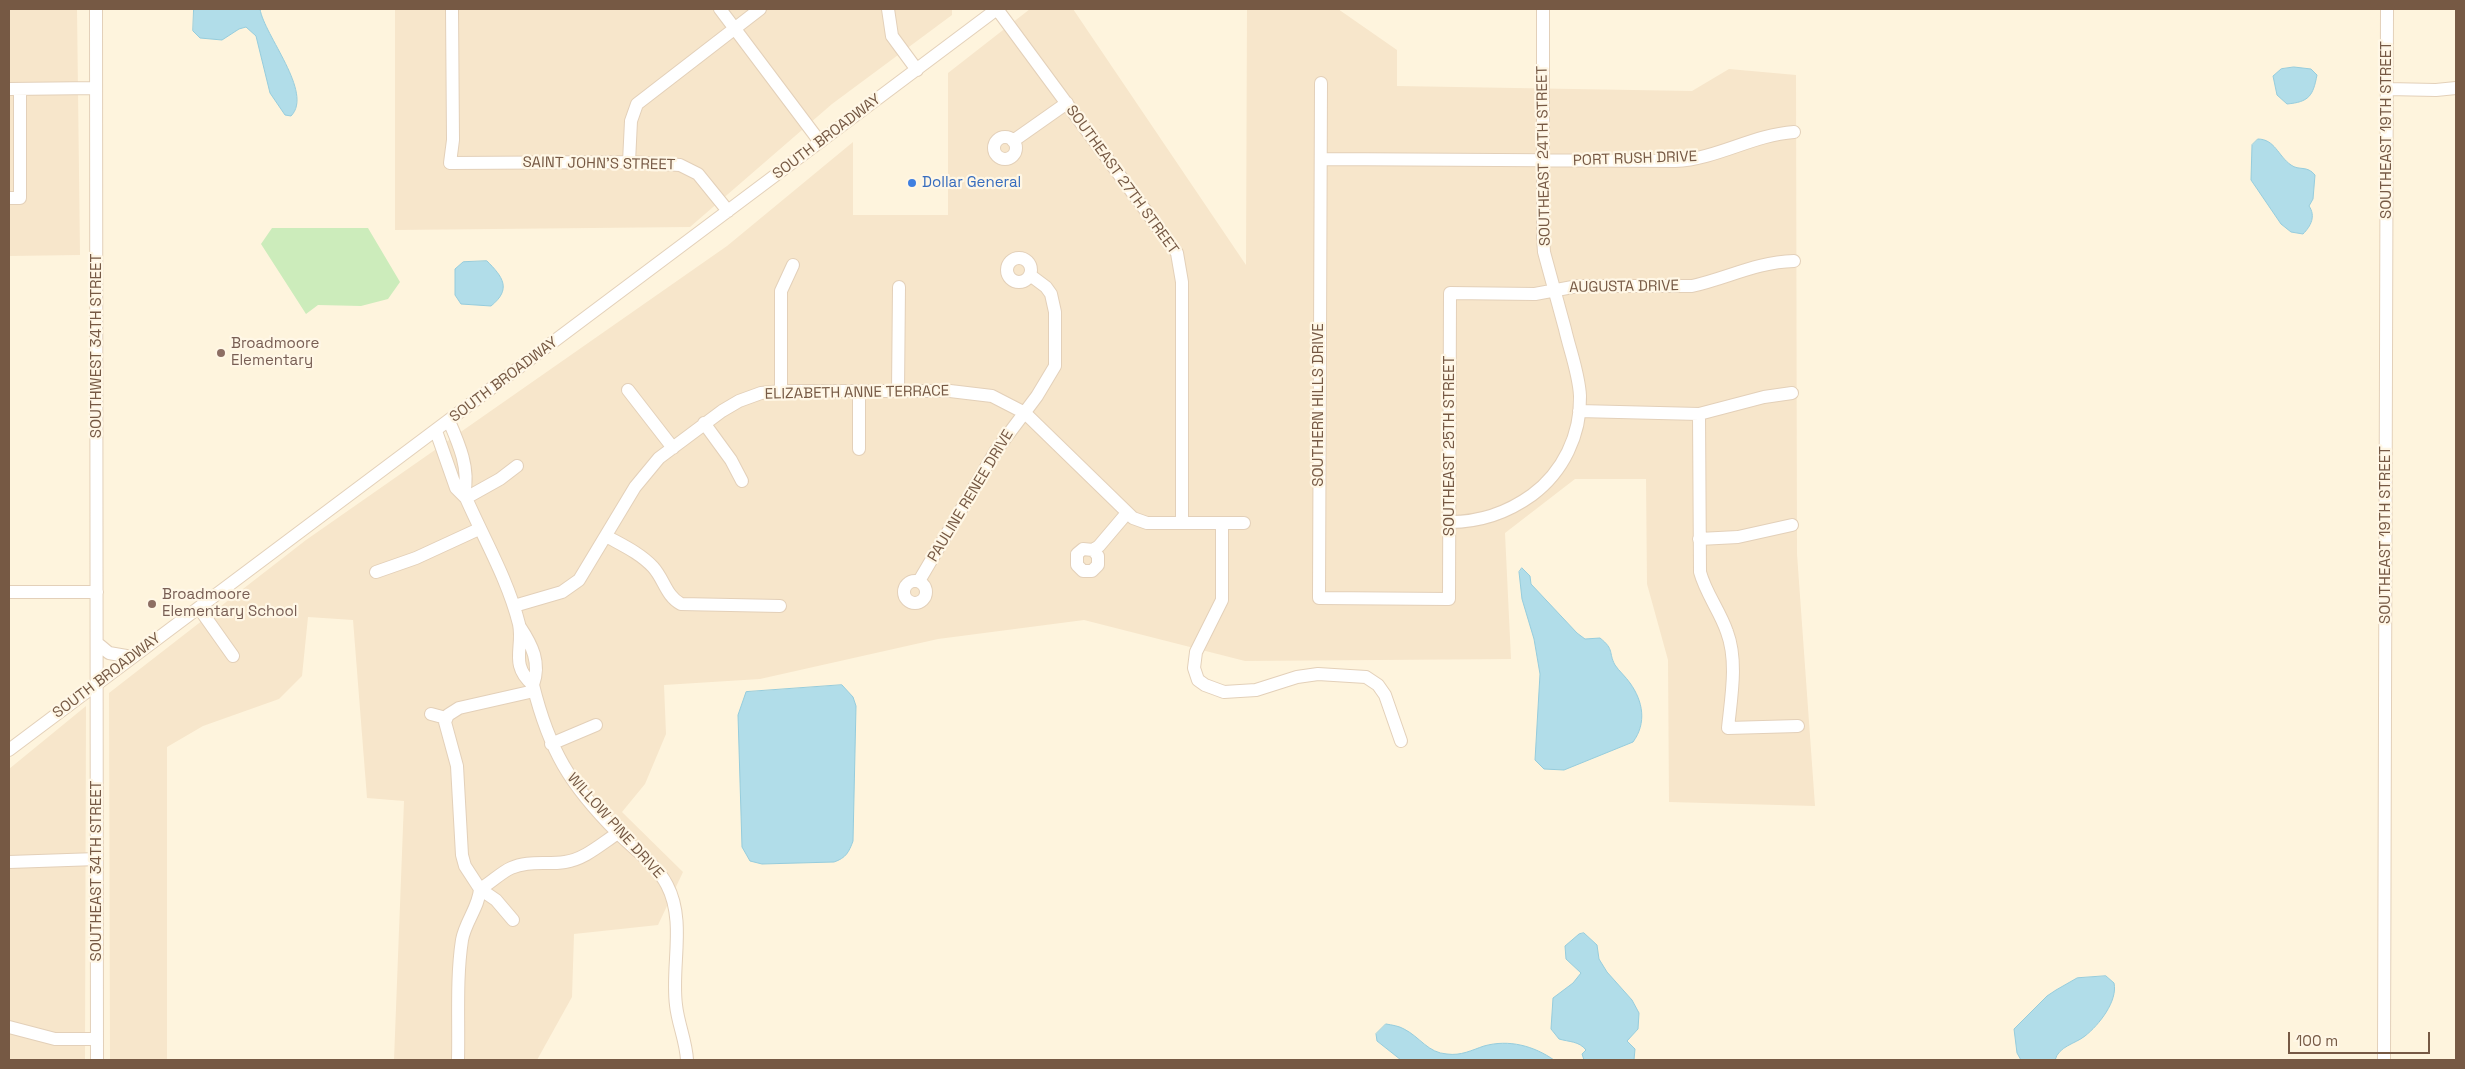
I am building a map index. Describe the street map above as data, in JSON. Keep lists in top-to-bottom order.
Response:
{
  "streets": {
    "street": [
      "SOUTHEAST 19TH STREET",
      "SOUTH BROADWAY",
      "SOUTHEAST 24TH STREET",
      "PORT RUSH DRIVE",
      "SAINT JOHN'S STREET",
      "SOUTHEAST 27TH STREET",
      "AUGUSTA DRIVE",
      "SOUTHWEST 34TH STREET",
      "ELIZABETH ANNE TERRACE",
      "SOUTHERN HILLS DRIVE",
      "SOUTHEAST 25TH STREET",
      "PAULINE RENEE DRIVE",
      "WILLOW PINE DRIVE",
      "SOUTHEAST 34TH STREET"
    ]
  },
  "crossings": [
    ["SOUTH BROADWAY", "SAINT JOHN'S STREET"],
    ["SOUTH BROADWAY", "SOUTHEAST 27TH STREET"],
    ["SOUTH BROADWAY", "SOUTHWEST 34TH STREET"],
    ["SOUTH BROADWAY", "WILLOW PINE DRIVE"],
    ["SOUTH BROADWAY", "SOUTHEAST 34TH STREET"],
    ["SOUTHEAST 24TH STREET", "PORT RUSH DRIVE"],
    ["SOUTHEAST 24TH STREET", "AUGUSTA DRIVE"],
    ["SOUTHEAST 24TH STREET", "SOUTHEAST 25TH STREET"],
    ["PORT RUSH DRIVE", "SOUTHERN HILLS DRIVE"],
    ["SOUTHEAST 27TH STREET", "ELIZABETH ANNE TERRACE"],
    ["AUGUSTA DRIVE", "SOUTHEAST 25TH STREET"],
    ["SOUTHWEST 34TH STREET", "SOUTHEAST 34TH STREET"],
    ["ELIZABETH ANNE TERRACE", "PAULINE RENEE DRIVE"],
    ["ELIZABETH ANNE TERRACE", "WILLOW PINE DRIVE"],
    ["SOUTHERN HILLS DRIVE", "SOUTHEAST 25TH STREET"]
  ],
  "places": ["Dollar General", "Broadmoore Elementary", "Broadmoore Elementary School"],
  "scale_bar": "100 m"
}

===============

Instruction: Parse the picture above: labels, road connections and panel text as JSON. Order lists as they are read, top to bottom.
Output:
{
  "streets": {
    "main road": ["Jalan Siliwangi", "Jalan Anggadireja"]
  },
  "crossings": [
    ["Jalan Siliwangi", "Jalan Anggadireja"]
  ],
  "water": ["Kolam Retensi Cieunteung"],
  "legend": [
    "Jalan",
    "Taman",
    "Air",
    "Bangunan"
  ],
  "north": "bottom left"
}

===============

■ **Work instructions**
Read through the listing and copy each line in which the word "lists" occurs.

■ **The completed task**
I am building a map index. Describe the street map above as data, in JSON. Keep lists in top-to-bottom order.
Instruction: Parse the picture above: labels, road connections and panel text as JSON. Order lists as they are read, top to bottom.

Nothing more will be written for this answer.